**Activity**:
Read the lines below, and copy any that contain the string "icon".

Items from a data source
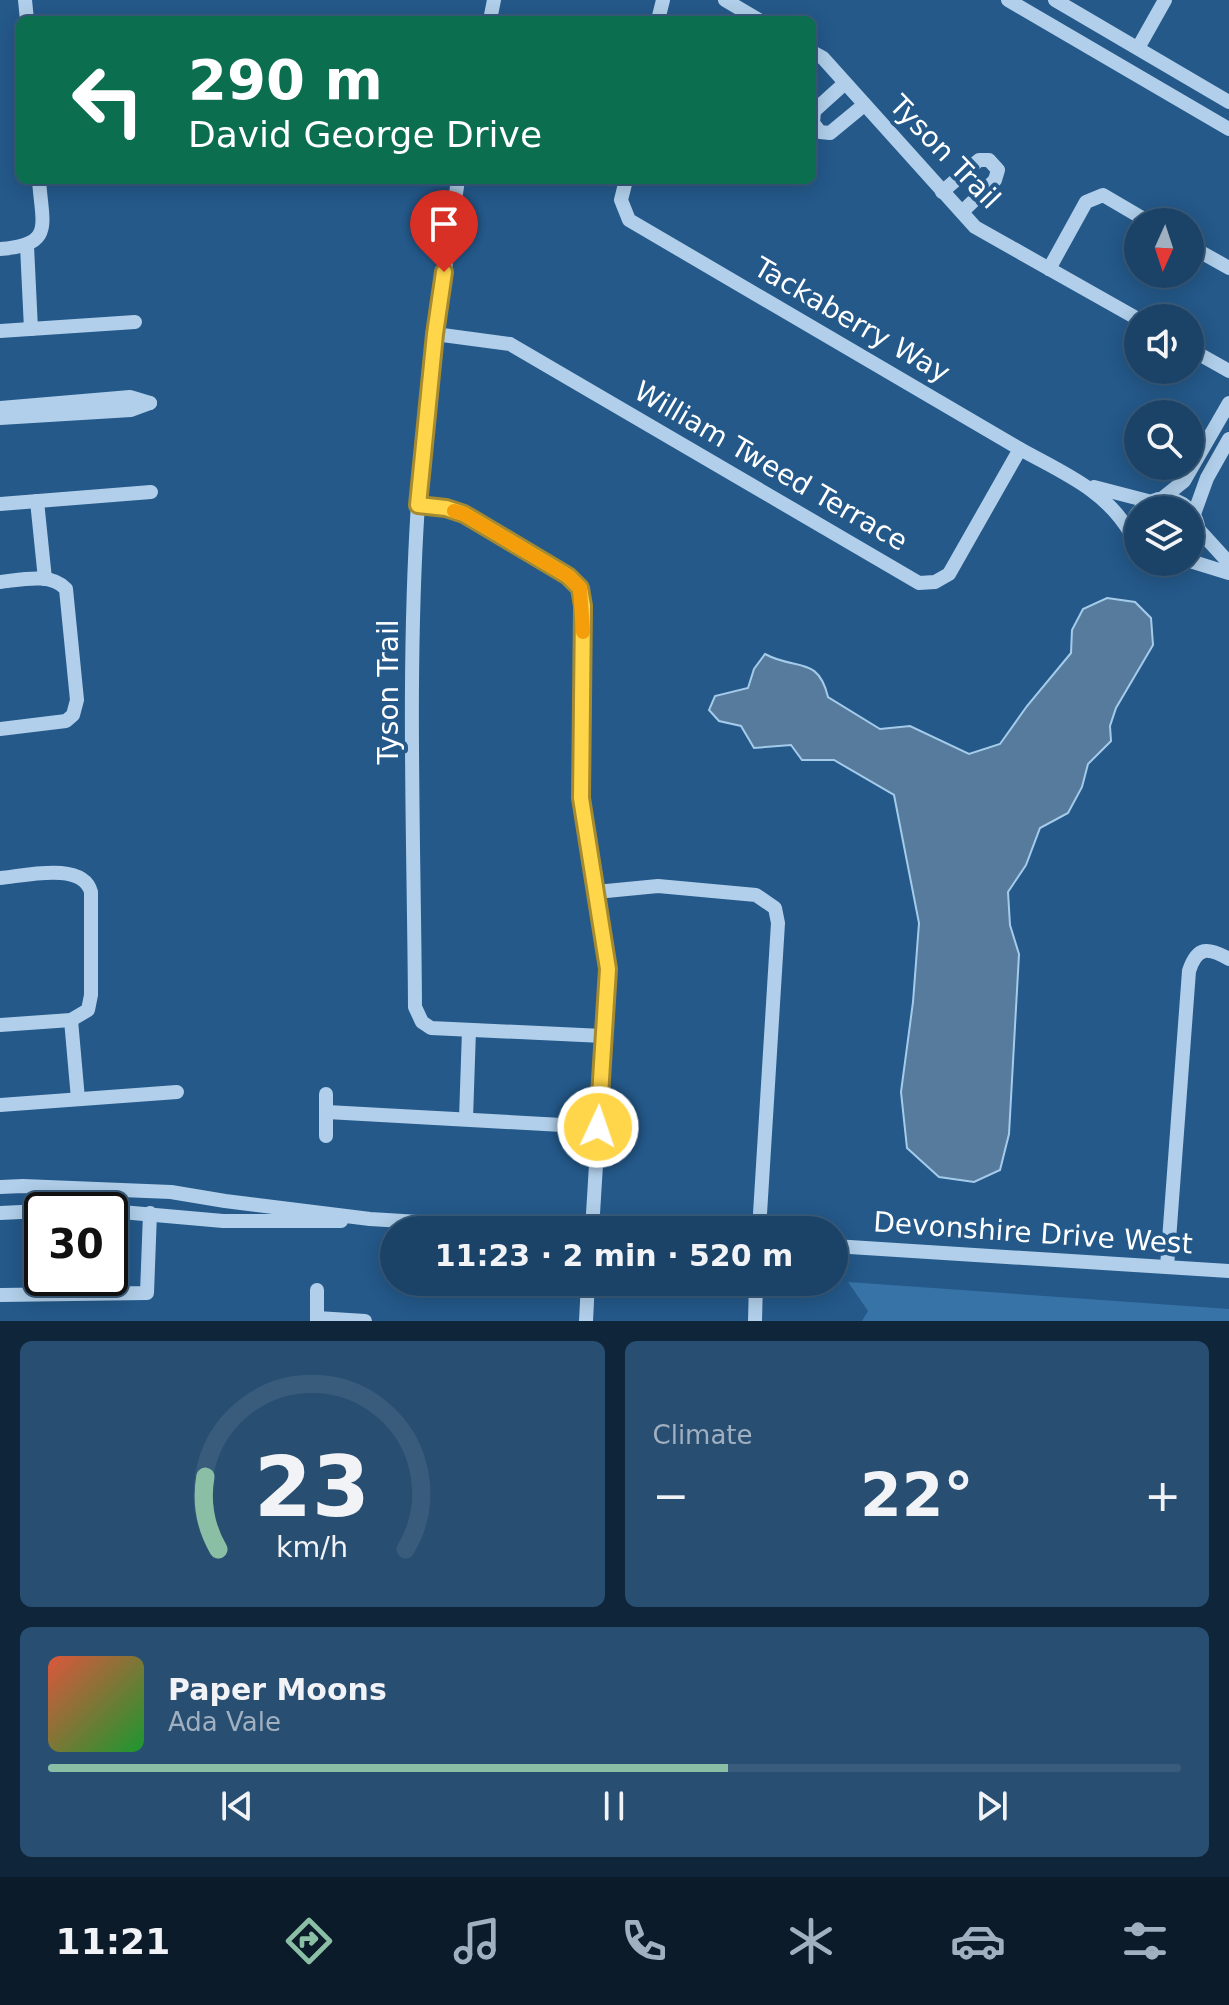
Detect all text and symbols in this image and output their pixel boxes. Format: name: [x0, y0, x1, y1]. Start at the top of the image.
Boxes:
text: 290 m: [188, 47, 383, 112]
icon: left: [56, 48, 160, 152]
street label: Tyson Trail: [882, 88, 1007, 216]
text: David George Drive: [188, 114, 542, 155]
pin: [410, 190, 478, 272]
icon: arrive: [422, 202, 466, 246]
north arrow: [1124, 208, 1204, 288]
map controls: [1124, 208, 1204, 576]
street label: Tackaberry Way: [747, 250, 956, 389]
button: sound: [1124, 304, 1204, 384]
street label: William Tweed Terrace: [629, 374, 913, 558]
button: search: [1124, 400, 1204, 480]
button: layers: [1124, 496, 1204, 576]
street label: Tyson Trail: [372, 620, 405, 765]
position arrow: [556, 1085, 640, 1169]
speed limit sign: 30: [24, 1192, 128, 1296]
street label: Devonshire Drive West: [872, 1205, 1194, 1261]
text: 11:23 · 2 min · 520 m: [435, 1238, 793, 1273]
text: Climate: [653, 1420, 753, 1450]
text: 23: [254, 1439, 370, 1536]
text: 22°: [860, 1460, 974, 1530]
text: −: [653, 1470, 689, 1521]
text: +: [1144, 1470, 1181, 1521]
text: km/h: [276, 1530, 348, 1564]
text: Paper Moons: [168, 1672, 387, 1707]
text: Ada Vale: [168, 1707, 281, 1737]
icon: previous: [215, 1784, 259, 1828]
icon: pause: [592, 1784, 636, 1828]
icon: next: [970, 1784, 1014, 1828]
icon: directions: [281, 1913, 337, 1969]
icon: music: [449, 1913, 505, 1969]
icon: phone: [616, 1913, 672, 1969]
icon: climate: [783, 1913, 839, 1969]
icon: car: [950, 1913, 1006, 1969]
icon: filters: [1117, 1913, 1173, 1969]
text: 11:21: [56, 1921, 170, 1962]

**Exercise response**:
icon: left: [56, 48, 160, 152]
icon: arrive: [422, 202, 466, 246]
icon: previous: [215, 1784, 259, 1828]
icon: pause: [592, 1784, 636, 1828]
icon: next: [970, 1784, 1014, 1828]
icon: directions: [281, 1913, 337, 1969]
icon: music: [449, 1913, 505, 1969]
icon: phone: [616, 1913, 672, 1969]
icon: climate: [783, 1913, 839, 1969]
icon: car: [950, 1913, 1006, 1969]
icon: filters: [1117, 1913, 1173, 1969]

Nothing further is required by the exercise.